In 2025, Singapore is also preparing to expand its Nutri-Grade traffic light labelling system on food and beverages. The update will soon include sodium and saturated fat. The move comes as part of efforts by Singapore’s Ministry of Health to promote healthier diets with better-for-you food and beverage choices.
With the system’s expanded rollout, the Singaporean authority is also hoping it will prompt reformulations and decrease the influence advertising has on consumers’ dietary choices.
The World Health Organization (WHO) awarded Singapore with an accolade for its Nutri-Grade labelling scheme. Singapore was one of eight cities across Asia that received the 2024 WHO Healthy Cities Recognition Awards for exceptional achievement in promoting health and wellbeing.
The WHO gave Singapore the award in response to its efforts in “transforming food environments for healthy diets and optimal nutrition”. It praised the country’s front-of-pack labelling system and ban on advertising unhealthy drinks as a mechanism to empower consumers to make healthier choices.
In 2025, operators will be adjusting their formulations and production methods in response to Indonesia’s new halal food law. After opening its registration system, Foreign Halal Certificate Registration (SHLN), in July 2024, companies now importing products into the Indonesian food market will need to adopt new halal requirements.
Under Article 4 of Law No. 33 2014, which relates to halal product assurance, operators seeking to import products into Indonesia will need to ensure they are halal-certified or must have obtained halal certification to enter the country.
The move comes after the halal product assurance organising body, Badan Penyelenggara Jaminan Produk Halal (BPJPH), announced plans in 2023 to implement new halal requirements and issue halal certificates. The BPJPH hopes the new system will protect the Indonesian population’s public health.

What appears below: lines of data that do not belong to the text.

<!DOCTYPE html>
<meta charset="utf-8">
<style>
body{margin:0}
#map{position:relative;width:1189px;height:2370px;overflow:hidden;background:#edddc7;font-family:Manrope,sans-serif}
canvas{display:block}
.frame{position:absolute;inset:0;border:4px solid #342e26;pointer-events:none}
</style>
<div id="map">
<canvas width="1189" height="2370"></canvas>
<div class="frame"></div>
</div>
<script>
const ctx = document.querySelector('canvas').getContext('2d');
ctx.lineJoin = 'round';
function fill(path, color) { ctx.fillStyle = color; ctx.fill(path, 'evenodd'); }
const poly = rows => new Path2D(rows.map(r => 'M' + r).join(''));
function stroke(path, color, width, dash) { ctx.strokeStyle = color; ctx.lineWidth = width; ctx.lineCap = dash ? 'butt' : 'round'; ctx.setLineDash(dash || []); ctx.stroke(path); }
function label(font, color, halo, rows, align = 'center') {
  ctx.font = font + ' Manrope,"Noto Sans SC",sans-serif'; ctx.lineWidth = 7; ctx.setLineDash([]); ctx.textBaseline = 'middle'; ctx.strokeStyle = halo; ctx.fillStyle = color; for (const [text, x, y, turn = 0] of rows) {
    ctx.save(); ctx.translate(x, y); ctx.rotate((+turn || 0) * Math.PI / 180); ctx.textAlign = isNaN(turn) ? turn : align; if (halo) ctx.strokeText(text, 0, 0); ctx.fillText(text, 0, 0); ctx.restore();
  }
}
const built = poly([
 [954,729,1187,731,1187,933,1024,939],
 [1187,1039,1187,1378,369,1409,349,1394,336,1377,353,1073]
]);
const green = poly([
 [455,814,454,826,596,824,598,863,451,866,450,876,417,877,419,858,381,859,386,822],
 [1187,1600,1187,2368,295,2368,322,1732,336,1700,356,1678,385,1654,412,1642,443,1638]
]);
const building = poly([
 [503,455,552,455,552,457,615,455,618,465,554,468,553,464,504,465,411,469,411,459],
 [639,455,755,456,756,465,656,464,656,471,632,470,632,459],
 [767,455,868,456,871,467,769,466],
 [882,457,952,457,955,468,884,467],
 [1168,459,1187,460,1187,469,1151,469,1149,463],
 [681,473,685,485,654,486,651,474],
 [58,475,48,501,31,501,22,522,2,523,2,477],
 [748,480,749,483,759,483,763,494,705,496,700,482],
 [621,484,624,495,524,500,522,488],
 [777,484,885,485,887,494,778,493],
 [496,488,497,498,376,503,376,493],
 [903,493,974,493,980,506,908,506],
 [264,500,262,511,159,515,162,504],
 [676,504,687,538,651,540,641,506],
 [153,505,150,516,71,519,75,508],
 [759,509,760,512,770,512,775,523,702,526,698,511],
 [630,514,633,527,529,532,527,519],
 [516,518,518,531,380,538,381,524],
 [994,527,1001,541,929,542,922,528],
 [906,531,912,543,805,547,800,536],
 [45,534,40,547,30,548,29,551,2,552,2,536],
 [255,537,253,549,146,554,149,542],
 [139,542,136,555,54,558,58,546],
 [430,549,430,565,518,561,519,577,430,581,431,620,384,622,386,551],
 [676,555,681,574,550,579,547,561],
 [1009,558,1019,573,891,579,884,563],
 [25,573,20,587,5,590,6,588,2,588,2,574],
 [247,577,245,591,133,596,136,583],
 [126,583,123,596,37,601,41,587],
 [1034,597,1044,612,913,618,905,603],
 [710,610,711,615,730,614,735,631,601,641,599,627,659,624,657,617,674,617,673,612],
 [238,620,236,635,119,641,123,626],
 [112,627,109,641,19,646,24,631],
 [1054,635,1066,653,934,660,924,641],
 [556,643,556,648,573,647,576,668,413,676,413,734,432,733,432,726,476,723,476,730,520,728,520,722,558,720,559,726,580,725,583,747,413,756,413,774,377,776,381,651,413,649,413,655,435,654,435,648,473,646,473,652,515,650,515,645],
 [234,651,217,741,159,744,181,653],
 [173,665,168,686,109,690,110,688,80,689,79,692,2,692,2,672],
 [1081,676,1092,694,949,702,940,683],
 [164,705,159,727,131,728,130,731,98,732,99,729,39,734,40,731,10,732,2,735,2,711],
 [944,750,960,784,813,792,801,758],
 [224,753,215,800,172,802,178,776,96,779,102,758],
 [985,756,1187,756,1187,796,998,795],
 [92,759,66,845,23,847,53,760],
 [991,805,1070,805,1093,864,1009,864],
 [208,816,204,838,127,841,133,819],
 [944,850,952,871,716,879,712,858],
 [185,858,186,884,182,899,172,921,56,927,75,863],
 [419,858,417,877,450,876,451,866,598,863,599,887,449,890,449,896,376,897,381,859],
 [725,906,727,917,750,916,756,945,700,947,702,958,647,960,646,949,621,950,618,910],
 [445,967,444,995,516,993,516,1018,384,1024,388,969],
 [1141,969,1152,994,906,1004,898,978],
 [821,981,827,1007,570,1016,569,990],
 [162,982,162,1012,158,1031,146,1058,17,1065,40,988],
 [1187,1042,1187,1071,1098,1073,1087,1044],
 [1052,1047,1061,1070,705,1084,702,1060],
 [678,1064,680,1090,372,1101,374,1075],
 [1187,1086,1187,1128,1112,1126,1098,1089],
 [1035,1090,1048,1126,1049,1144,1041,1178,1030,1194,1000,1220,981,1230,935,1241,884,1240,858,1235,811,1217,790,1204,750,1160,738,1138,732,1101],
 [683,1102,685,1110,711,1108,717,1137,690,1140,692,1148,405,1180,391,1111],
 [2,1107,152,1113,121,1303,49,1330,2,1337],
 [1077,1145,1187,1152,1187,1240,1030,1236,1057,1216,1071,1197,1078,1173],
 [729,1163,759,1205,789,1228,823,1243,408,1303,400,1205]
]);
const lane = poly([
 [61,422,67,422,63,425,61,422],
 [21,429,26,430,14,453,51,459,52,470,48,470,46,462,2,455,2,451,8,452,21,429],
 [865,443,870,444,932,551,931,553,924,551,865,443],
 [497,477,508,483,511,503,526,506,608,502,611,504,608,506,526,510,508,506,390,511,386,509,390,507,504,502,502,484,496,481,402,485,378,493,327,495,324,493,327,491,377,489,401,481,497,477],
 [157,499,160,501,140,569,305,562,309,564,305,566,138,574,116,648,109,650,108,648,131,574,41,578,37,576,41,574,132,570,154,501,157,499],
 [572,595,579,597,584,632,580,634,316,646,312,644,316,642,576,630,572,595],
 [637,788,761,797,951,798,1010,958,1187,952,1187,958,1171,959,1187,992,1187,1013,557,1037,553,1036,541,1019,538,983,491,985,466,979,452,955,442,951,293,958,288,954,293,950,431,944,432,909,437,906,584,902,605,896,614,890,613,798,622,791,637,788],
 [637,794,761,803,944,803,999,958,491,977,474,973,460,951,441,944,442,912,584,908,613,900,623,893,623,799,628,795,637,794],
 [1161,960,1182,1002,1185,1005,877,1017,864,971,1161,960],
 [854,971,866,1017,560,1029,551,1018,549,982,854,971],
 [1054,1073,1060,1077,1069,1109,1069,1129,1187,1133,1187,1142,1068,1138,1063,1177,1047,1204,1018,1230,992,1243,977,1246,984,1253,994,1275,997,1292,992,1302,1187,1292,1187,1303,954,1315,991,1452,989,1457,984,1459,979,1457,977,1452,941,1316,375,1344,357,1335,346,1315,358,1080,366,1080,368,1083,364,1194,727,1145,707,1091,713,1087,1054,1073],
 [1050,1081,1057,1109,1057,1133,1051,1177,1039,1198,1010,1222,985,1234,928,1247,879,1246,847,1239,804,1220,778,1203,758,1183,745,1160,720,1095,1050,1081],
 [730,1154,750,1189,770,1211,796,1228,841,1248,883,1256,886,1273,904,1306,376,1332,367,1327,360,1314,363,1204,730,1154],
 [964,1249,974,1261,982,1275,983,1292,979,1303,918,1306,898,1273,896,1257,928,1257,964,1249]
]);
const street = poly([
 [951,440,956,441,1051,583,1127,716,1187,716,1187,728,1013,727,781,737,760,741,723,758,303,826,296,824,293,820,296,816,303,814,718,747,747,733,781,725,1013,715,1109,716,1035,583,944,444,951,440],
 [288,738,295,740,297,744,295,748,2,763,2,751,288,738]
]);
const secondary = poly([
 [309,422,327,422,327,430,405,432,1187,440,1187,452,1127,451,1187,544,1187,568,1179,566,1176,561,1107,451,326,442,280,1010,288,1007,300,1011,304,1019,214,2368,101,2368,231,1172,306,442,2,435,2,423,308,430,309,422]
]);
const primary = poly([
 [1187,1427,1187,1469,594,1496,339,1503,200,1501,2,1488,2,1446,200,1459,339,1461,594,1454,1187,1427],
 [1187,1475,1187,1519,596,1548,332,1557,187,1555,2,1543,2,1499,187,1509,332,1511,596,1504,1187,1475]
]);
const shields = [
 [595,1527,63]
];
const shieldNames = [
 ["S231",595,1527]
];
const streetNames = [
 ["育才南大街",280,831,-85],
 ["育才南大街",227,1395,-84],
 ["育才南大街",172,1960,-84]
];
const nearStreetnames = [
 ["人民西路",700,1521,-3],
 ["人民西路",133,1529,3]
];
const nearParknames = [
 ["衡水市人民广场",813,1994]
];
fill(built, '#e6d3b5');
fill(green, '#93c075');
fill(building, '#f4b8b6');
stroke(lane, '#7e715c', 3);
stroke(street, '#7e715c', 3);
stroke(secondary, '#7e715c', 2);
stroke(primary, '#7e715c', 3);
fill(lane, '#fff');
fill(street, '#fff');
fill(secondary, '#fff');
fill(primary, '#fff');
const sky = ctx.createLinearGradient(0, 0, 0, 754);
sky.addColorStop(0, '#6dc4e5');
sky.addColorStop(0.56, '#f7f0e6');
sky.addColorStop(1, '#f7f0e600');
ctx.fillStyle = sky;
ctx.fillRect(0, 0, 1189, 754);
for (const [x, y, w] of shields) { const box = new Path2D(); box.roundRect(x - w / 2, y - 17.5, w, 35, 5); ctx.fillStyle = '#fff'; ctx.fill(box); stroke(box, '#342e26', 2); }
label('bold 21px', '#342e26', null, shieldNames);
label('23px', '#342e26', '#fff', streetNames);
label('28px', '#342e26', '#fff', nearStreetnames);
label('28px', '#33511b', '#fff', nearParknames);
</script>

On 3 January, the Thai food authorities accepted a revision to the existing Healthier Choice logo, prompting a change in the industry's labelling requirements. The Subcommittee on the Development and Promotion of Nutrition Labelling is reported to have officially given the green light to a new nutrition profile model for the Healthier Choice logo.
Proposed in 2024, the new logo will now come with several specifications, including lowering the sugar limits from 6 to 5 g per 100 ml, implementing sodium limits for broth cubes, and ensuring that fermented plant-based milk meets certain requirements, enabling the adoption of the Healthier Choice logo on relevant product packaging.
On 6 January, the Philippines Food and Drug Administration (FDA) published guidance on classifying products as food or drugs, along with information on Good Manufacturing Practices (GMP) for health supplements.
The classification details the criteria relating to vitamins and minerals for them to be classed as a food under Philippine regulations. Only those without clinical therapeutic indications, therapeutic claims, and those that are not used to correct nutritional deficiencies are described as foods. The FDA also sets out dosing limits on vitamins and minerals classified as food.
Vitamin and mineral manufacturers that, based on the new classification guidance, need to reformulate their products, need to first file an application before their product registration certificate expires.